State the count of lines below featuring the word "overflow", and write nothing further.

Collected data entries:
####
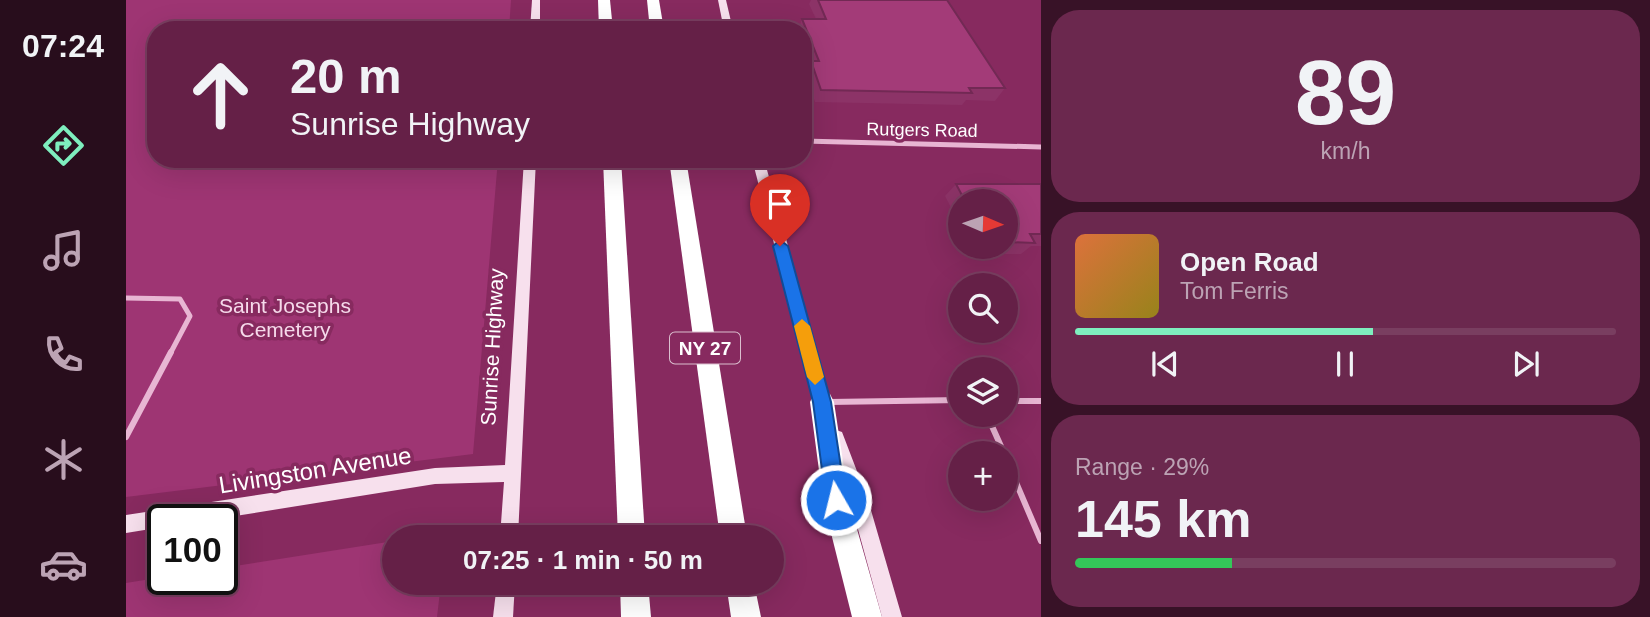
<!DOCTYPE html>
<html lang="en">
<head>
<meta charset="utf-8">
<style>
	body { margin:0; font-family:Arial,sans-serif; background:#6b284e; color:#f1f3f6; height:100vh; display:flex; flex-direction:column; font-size:26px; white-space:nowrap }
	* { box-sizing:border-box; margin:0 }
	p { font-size:23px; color:#bca3b4 }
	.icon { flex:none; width:38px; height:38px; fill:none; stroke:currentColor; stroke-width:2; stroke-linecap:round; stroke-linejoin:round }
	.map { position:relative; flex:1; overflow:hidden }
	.side { display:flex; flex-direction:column; gap:10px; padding:10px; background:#381227; width:609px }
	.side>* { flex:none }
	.top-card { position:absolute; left:21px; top:21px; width:665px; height:147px; border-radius:28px; box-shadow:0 7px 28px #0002,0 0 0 2px #793e60; background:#652047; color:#f1f3f6; overflow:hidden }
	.needle { width:46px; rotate:92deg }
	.controls { position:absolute; left:822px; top:189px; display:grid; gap:14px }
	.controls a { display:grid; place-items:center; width:70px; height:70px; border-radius:50%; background:#652047; box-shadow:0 7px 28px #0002,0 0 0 2px #793e60; font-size:35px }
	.speed { position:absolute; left:21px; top:504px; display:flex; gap:14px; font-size:35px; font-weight:700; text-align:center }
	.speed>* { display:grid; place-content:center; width:91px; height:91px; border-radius:50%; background:#652047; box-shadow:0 7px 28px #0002,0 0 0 2px #793e60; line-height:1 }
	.speed .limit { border:4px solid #111; border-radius:10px; background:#fff; color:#111 }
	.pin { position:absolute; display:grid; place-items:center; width:60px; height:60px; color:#fff; margin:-72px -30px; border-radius:50% 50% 50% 0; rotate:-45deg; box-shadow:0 0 7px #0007 }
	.pin .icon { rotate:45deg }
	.me { position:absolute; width:77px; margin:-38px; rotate:352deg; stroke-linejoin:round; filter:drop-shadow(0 0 5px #0008) }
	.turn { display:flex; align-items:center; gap:24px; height:147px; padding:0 28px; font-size:32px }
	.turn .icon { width:91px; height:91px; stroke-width:2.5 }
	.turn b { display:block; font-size:49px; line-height:60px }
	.big { font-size:52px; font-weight:700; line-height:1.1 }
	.side .card { flex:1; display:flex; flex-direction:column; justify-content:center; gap:10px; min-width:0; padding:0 24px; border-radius:28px; background:#6b284e }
	.side .dial { align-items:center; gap:0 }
	.dial b { font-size:91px; line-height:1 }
	.song { display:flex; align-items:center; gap:21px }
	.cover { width:84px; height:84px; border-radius:10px; background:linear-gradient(135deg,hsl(20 70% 55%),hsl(50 70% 35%)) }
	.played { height:7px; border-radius:4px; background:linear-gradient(90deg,#7eeebe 55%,#793e60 55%) }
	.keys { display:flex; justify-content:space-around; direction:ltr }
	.charge { height:10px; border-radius:5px; background:linear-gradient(90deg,#34c759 29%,#793e60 0) }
	.trip { position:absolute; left:256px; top:525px; width:402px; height:70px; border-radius:35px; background:#652047; box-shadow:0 7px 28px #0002,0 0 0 2px #793e60; font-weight:700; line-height:70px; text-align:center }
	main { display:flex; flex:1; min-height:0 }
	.dock { display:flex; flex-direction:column; width:126px; justify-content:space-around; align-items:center; background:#280d1c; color:#bca3b4 }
	.dock .icon { width:49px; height:49px }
	.dock .selected { color:#7eeebe }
	.dock b { font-size:32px; color:#f1f3f6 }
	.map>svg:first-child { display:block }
</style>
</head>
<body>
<main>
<nav class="dock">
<b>07:24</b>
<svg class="icon selected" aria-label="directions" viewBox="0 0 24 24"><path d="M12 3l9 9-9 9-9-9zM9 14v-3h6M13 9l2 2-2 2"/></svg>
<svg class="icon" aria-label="music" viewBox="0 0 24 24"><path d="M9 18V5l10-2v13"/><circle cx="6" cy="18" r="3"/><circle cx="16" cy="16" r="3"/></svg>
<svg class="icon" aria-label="phone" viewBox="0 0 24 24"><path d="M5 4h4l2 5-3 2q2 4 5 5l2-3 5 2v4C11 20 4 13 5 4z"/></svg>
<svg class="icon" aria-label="climate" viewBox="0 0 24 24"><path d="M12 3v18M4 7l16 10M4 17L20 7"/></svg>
<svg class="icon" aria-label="car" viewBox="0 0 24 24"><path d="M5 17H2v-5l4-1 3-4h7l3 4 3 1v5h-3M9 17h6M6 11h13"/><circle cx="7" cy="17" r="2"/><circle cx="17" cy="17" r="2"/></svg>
</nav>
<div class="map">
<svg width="915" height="617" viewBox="0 0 915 617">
	<rect width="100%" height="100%" fill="#872a5f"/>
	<g fill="#9e3573">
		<path d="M0 0H385L383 30H30V159H372L347 454 0 497Z"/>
		<path d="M268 541V583H315L311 617H0V583L37 577 96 579V568Z"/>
	</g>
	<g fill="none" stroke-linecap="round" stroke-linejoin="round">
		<path stroke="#e8b6d3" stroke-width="5" d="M0 298 54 299 64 316 44 354"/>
		<g stroke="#e8b6d3" stroke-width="6">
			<path d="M880 401H915"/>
			<path d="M703 402 835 400"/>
			<path d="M861 415 878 453"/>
			<path d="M0 437 45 352"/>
			<path d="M880 459 915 541"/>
		</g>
		<path stroke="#e8b6d3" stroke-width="5" d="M677 141 915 147"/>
		<g fill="#f7e0ed" fill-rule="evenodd">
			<path d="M406 0H414V30H404Z"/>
			<path d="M592 0H600L607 30H598Z"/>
			<path d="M398 159H410L392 537H374L378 482 309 484 84 520H37V527L0 533V515L309 468 379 465Z"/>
			<path d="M626 159H638L707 409 705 414 699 417 693 414 691 409Z"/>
			<path d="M710 430 716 432 742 500 776 617H756L724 500 702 438 704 432Z"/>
			<path d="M371 583H389L387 617H367Z"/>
		</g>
		<g fill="#fff" fill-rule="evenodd">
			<path d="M472 0H484L487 30H473Z"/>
			<path d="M521 0H533L538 30H524Z"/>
			<path d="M477 159H495L519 537H492Z"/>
			<path d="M543 159H560L621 537H594Z"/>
			<path d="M696 391 704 394 708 402 723 501 756 617H726L697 501 684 402 688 394Z"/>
			<path d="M494 583H522L525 617H495Z"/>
			<path d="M600 583H628L635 617H605Z"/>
		</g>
	</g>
	<g fill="#8c3367">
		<path d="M685 0H821L879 88 869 101 840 100 836 105 689 102 680 74 684 64 677 46V30H672L676 19H690L683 4Z"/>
		<path d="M830 184H915V246H905L895 254H848L845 247H880V201H835V227L819 196Z"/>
	</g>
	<g fill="#a33b78" stroke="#722954" stroke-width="2">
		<path d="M692 0H821L879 88H843L846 93 695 90 685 61H693L676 19H700Z"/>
		<path d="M830 184H915V234H904L909 243 880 242V201H839Z"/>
	</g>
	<path fill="#1a73e8" stroke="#114b97" stroke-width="2" d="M654 240 662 246 705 402 720 500 717 507 710 510 703 507 700 500 687 402 647 246Z"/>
	<path fill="#f59e0b" d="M676 319 684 326 698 377 689 385 681 377 668 326Z"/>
	<g text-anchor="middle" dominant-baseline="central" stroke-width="7" stroke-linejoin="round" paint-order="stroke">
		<g font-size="18" fill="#fff" stroke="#872a5f">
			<text transform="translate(796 130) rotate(1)">Rutgers Road</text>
		</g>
		<rect fill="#872a5f" stroke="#dbbfcf" stroke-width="2" x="544" y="332.5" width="70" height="31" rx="5"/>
		<g font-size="19" font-weight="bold" fill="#fff">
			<text x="579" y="348">NY 27</text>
		</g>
		<g font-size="21" fill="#f6daeb" stroke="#872a5f">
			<text x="159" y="305">Saint Josephs<tspan x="159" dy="24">Cemetery</tspan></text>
		</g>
		<g font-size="21" fill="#fff" stroke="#872a5f">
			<text transform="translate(366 347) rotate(-87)">Sunrise Highway</text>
		</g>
		<g font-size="24" fill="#fff" stroke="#872a5f">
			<text transform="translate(189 470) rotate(-9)">Livingston Avenue</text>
		</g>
	</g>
</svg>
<div class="controls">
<a><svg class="needle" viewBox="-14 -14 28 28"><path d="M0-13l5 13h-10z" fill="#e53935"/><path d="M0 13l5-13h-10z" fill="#bca3b4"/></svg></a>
<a><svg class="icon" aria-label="search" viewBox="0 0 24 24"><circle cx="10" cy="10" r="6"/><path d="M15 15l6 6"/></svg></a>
<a><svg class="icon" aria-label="layers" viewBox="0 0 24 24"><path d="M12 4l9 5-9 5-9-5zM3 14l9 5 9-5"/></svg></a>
<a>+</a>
</div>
<div class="speed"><div class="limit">100</div></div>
<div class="pin" style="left:654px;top:246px;background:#d93025"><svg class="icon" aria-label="arrive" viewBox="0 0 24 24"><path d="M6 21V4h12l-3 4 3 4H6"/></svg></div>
<svg class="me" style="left:710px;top:500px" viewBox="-20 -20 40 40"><circle r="17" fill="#1a73e8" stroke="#fff" stroke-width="3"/><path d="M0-11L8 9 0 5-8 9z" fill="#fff"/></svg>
<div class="trip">07:25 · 1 min · 50 m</div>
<div class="top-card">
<div class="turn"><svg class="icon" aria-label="ahead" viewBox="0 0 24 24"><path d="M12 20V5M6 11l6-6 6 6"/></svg><div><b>20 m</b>Sunrise Highway</div></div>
</div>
</div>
<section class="side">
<div class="card dial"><b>89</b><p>km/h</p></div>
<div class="card">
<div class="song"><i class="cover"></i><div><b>Open Road</b><p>Tom Ferris</p></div></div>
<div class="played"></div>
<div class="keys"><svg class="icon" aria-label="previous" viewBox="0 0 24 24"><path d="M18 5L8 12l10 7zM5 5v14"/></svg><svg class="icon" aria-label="pause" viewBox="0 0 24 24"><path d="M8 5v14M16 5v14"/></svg><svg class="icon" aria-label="next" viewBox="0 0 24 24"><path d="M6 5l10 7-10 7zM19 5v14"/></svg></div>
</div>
<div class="card"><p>Range · 29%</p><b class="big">145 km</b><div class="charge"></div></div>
</section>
</main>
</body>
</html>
####
Response to this exercise: 2